Work instruction: Show each line from the listing that includes the word "casing".

Record set:
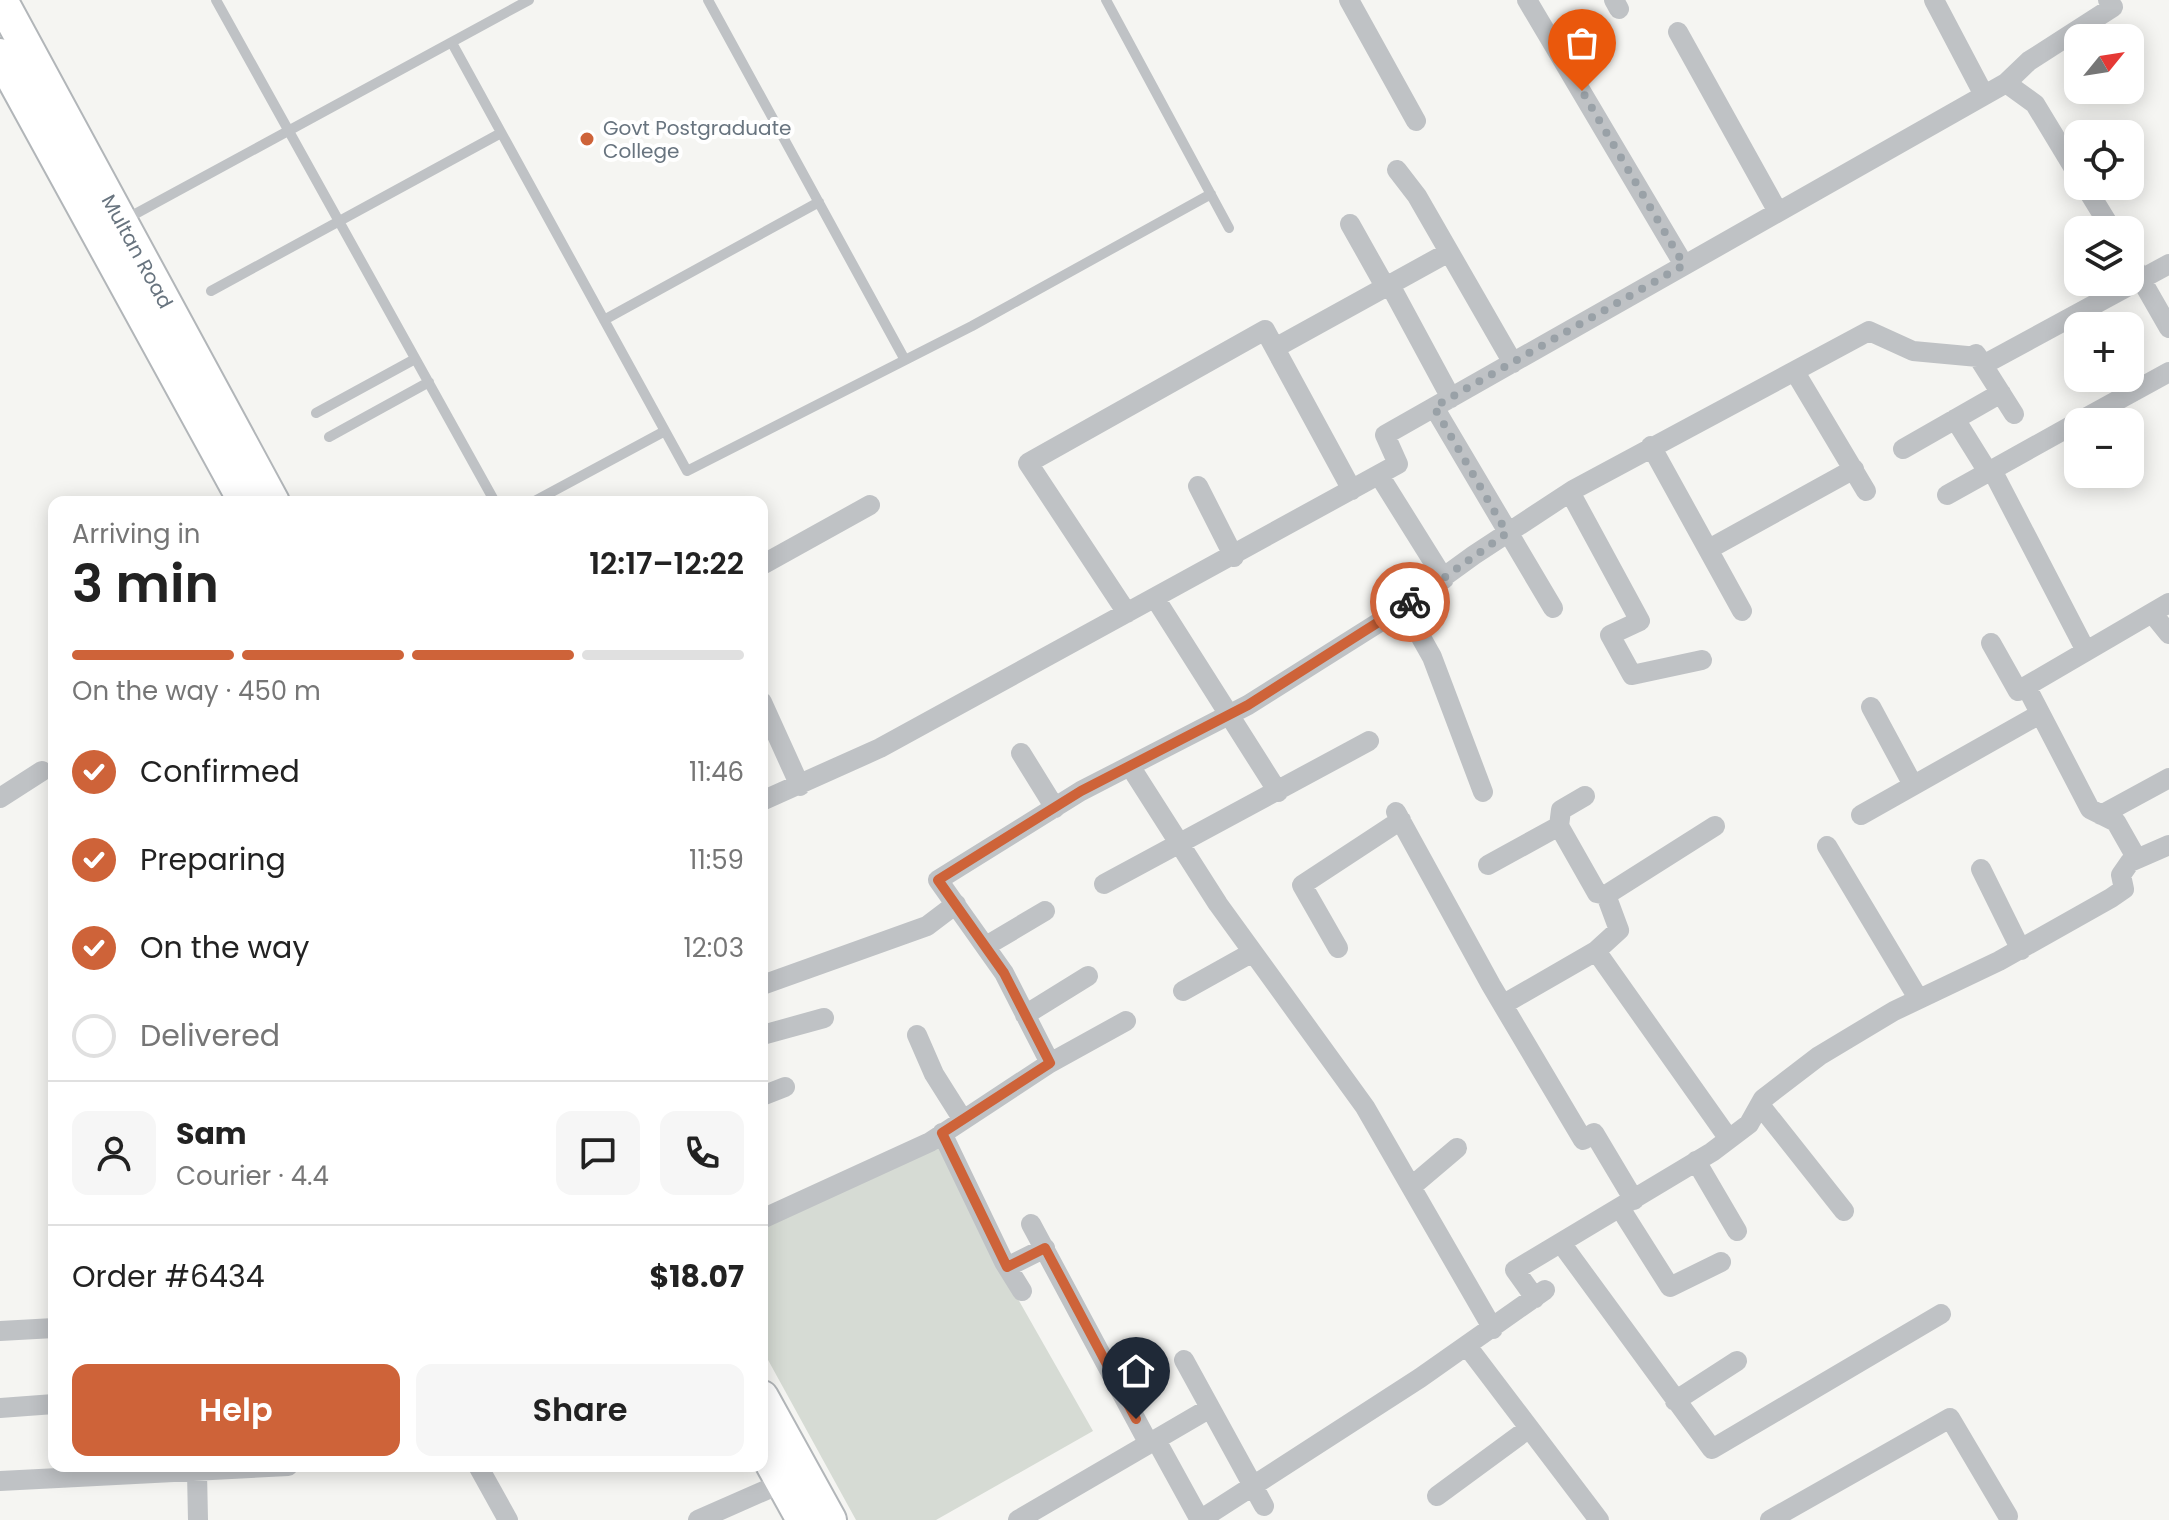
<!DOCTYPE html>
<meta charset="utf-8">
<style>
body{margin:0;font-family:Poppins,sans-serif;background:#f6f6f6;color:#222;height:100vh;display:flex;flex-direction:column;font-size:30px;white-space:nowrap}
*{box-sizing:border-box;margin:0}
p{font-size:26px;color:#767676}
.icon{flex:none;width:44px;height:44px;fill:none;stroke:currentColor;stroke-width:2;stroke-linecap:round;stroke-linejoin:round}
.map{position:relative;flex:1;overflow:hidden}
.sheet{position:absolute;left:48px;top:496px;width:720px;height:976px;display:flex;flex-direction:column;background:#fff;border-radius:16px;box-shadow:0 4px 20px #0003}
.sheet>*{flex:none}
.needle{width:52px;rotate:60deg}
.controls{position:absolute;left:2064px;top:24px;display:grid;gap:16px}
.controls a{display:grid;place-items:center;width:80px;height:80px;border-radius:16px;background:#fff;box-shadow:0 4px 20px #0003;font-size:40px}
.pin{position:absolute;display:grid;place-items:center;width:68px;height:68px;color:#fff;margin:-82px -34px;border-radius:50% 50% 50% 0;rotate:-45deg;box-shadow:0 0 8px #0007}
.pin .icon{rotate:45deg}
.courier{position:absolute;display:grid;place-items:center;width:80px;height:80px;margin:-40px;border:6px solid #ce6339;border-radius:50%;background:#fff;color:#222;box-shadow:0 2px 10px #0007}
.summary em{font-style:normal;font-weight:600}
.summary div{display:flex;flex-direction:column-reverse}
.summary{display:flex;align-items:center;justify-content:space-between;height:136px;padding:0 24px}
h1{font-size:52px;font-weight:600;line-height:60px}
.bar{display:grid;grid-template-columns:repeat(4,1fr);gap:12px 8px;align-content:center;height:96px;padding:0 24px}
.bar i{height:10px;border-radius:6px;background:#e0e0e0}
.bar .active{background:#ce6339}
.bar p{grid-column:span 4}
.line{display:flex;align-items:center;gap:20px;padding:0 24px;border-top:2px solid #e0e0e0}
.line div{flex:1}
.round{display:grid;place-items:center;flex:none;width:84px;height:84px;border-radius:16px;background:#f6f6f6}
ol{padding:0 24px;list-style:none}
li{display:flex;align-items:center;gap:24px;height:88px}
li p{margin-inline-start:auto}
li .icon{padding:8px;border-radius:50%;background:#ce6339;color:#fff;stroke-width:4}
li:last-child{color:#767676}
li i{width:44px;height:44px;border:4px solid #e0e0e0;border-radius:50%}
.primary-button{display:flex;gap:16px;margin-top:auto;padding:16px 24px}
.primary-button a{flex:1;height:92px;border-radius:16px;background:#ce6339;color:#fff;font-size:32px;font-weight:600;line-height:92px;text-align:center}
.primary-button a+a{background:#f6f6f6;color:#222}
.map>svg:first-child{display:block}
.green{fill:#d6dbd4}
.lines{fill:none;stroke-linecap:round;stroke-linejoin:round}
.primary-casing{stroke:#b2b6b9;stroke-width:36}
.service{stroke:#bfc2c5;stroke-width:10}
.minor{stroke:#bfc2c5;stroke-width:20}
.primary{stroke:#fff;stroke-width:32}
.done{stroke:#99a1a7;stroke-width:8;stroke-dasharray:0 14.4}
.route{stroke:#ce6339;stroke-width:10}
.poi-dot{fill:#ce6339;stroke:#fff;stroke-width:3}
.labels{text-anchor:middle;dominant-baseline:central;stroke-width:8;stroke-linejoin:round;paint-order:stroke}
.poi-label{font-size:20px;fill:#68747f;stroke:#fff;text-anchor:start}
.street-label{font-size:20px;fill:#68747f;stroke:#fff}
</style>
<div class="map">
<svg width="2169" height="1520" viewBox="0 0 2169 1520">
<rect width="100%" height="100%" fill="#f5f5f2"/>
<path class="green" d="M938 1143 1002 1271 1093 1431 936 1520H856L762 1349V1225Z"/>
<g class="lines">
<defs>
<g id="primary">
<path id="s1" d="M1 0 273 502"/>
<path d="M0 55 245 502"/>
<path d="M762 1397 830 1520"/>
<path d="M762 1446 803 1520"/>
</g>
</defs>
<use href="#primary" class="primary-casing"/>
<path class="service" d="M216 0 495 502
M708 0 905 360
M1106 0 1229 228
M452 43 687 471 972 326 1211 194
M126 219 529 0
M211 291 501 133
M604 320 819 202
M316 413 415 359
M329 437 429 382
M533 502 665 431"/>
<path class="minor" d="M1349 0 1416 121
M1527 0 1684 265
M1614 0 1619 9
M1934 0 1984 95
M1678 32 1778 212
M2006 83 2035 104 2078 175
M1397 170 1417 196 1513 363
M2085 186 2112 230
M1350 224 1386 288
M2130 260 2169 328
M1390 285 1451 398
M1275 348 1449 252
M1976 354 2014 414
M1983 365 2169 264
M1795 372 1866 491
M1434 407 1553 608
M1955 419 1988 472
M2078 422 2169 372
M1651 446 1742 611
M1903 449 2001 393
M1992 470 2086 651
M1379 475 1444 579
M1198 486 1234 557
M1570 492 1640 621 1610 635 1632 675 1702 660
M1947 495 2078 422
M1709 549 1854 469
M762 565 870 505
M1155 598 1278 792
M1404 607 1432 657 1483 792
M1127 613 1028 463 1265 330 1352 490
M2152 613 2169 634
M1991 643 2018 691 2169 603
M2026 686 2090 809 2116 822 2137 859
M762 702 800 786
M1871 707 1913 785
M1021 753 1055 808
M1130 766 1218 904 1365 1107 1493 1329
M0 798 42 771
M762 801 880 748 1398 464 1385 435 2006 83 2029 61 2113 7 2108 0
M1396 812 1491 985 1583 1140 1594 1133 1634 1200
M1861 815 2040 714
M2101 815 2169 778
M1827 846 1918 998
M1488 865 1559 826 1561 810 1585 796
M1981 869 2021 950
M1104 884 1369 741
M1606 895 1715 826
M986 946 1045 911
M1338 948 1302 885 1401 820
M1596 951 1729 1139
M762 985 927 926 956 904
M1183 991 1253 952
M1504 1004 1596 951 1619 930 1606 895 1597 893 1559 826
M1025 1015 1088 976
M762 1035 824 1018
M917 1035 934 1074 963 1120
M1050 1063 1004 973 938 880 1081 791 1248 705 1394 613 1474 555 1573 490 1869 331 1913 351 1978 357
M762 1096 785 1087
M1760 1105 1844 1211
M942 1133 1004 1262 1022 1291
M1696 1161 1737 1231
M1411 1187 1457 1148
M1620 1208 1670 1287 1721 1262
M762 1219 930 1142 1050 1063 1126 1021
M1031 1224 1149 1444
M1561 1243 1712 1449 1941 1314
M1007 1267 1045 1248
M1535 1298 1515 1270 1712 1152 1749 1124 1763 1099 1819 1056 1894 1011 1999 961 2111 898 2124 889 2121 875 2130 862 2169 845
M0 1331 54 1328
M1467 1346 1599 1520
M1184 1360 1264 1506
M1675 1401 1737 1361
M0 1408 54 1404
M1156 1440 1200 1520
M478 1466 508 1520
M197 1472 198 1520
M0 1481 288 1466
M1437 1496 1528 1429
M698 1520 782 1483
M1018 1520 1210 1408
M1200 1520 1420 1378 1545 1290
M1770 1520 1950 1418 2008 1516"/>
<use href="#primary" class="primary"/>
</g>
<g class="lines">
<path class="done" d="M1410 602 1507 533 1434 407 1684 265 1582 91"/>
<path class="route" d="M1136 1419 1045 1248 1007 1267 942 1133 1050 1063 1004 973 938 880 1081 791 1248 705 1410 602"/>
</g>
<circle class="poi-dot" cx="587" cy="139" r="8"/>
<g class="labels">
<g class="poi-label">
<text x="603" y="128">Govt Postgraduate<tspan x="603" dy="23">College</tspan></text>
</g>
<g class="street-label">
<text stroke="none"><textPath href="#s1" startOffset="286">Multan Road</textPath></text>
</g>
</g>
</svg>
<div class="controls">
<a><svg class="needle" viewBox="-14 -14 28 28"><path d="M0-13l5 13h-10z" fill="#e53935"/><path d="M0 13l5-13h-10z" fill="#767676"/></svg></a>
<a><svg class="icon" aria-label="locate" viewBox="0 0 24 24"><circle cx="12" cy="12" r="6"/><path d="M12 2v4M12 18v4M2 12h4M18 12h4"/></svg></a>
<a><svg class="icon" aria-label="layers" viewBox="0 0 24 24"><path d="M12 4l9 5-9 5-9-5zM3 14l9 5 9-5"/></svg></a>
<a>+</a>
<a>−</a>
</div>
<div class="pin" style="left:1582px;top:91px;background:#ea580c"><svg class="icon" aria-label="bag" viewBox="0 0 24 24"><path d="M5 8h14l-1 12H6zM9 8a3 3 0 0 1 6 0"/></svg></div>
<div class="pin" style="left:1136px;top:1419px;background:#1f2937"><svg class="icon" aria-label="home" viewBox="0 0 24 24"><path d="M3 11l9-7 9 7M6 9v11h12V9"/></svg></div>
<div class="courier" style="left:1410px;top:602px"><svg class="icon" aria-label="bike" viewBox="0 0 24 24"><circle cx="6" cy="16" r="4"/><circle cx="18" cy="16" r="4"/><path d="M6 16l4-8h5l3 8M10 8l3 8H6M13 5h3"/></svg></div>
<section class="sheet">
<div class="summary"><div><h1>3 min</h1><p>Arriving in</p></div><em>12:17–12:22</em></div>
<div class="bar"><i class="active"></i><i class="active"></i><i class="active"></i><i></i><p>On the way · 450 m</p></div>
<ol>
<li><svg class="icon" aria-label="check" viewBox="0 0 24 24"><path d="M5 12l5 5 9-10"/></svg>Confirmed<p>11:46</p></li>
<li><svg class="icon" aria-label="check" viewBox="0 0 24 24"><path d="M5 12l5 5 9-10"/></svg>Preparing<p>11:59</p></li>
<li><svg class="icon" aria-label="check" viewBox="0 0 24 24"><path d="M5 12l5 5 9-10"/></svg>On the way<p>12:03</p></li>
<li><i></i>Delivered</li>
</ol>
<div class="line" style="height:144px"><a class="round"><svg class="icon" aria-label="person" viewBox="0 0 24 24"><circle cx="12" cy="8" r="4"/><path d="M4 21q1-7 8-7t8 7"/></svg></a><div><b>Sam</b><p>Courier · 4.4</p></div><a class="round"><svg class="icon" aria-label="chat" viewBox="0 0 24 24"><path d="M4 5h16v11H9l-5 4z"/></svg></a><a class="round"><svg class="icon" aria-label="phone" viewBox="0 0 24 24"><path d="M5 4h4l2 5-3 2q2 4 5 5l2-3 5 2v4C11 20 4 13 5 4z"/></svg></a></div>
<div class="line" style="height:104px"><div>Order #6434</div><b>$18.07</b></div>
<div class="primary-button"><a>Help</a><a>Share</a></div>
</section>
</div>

Solution to the problem:
.primary-casing{stroke:#b2b6b9;stroke-width:36}
<use href="#primary" class="primary-casing"/>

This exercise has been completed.